This “clear message” to India was further materialized a few days after the article’s publication, when a spokesman for Tehrik-e-Taliban Pakistan tweeted that India was indeed their next target:
This attack is an open message to both governments across the border,” Ehsan Allah Ehsan, a Taliban spokesman, tweeted. “You [Indian Prime Minister Narendra Modi] are the killer of hundreds of Muslims. We will take the revenge of innocent people of Kashmir and Gujarat.
However, some still believe that the true intentions of militant groups like the Taliban and Jundallah are to ignite tensions between India and Pakistan. Matt Schiavenza, a writer for Defense One (a newspaper that focuses on delivering breaking analysis and ideas on topics that concern US national security and defense), pointed to the fact that the attack incidentally took place on one of the world’s most unstable borders.

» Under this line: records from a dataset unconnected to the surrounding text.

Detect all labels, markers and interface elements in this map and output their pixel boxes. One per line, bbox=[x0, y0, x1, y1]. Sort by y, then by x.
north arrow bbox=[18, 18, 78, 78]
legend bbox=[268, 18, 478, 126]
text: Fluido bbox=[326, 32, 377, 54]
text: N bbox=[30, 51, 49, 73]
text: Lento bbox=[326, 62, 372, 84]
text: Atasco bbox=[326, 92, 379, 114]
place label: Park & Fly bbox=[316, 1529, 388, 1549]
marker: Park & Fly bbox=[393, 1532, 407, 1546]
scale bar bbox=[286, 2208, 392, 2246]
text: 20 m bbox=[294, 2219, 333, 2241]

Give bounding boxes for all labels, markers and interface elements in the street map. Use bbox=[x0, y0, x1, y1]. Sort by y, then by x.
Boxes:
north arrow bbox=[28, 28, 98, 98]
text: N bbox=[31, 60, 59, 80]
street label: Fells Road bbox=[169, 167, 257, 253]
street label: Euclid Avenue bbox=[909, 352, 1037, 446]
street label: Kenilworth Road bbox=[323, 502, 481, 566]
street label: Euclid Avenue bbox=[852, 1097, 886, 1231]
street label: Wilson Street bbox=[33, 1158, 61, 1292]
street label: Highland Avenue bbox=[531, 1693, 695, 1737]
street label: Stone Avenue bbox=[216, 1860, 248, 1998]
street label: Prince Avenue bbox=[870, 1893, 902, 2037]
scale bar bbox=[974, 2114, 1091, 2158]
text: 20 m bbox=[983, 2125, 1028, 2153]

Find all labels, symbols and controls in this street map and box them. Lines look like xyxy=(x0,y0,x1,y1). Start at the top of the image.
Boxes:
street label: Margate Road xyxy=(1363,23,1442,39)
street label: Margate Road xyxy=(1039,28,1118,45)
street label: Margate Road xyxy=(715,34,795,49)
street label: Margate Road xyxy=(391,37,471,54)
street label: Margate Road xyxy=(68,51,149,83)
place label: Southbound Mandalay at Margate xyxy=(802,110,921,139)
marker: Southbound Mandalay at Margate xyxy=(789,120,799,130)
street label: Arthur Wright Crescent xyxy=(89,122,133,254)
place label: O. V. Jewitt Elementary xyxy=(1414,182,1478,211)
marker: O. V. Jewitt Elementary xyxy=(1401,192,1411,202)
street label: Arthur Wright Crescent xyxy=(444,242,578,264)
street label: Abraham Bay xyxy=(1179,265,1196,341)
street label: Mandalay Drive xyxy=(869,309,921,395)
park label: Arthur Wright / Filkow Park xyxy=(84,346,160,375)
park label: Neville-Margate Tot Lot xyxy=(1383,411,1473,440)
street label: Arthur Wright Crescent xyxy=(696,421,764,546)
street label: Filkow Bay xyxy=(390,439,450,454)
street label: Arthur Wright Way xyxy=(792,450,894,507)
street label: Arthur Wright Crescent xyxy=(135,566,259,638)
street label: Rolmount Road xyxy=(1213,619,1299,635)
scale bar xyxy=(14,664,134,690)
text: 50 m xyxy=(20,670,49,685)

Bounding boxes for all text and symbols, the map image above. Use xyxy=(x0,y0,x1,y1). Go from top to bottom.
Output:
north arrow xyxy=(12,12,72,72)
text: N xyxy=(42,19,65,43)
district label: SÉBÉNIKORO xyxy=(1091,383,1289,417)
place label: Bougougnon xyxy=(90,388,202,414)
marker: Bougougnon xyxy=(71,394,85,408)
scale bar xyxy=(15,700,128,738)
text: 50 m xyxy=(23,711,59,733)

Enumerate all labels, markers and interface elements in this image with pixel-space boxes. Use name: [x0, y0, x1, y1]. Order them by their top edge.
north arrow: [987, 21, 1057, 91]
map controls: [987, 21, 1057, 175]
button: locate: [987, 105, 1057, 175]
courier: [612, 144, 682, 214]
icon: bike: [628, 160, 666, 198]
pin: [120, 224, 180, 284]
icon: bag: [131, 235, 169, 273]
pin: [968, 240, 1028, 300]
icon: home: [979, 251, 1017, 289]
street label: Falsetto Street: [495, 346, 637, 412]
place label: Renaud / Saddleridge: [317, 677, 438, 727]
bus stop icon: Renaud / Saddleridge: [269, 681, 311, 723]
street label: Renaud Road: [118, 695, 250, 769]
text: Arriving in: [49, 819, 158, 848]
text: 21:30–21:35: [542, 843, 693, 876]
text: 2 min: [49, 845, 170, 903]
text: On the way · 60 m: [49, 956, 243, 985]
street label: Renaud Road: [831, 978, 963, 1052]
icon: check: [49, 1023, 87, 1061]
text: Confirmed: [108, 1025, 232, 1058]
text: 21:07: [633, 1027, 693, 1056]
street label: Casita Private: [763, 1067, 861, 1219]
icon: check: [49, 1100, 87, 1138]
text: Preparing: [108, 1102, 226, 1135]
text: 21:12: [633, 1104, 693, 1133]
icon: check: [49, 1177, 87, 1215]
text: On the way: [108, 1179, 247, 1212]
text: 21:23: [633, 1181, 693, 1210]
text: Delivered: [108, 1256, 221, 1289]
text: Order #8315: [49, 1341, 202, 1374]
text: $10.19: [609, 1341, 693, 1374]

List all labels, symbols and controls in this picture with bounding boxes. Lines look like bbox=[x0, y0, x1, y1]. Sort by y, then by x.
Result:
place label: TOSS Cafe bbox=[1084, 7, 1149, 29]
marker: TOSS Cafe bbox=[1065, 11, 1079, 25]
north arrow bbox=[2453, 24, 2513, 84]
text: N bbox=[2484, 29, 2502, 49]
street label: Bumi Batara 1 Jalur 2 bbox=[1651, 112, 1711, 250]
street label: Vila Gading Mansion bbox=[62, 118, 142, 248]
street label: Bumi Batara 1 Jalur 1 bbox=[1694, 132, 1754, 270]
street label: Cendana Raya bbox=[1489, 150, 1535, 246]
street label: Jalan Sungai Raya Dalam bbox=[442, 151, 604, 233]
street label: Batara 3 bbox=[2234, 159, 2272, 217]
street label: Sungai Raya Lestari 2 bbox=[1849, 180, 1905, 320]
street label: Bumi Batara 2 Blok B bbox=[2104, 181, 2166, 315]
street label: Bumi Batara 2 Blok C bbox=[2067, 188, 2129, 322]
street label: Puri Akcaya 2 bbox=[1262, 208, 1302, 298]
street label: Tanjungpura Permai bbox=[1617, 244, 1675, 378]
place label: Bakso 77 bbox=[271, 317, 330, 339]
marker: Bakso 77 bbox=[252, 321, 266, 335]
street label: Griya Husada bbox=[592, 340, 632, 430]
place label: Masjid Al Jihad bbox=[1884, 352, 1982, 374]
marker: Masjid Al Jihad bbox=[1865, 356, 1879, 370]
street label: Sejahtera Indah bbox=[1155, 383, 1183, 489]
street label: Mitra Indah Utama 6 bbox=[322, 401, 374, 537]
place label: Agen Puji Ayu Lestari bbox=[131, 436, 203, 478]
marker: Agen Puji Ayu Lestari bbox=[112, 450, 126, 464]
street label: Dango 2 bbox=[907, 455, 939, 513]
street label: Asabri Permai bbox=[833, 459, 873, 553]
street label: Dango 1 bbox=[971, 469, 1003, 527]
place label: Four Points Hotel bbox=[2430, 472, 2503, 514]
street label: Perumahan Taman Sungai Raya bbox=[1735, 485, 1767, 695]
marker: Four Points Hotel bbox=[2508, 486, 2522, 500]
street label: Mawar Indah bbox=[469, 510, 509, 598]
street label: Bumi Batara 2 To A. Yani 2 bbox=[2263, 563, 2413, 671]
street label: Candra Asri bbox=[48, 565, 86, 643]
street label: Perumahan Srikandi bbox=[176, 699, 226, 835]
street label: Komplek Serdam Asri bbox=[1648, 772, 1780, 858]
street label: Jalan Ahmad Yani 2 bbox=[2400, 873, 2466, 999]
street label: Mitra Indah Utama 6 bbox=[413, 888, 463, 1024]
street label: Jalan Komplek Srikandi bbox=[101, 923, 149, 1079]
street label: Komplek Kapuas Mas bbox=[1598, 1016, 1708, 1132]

While he acknowledges that India and Pakistan have attempted to stabilize relations in the past, Schiavenza points towards the 500,000 troops that India reportedly keeps stationed in the Kashmir region in case of an attack.
In light of the recent bombings, Twitter has also gone ablaze with harsh criticism of the increased tensions along the border.
Adnan Rehmat, a political analyst from Pakistan, is appalled by the violent clashes between the two countries and believes that a diplomatic solution must be found.
Latest developments indicate that Indian border security around the area has been tightened and that land trade between the countries has also temporarily halted. While it is unclear what next steps either Pakistan or India will take to secure their borders, their allied nations can only hope that the conflict does not escalate any further.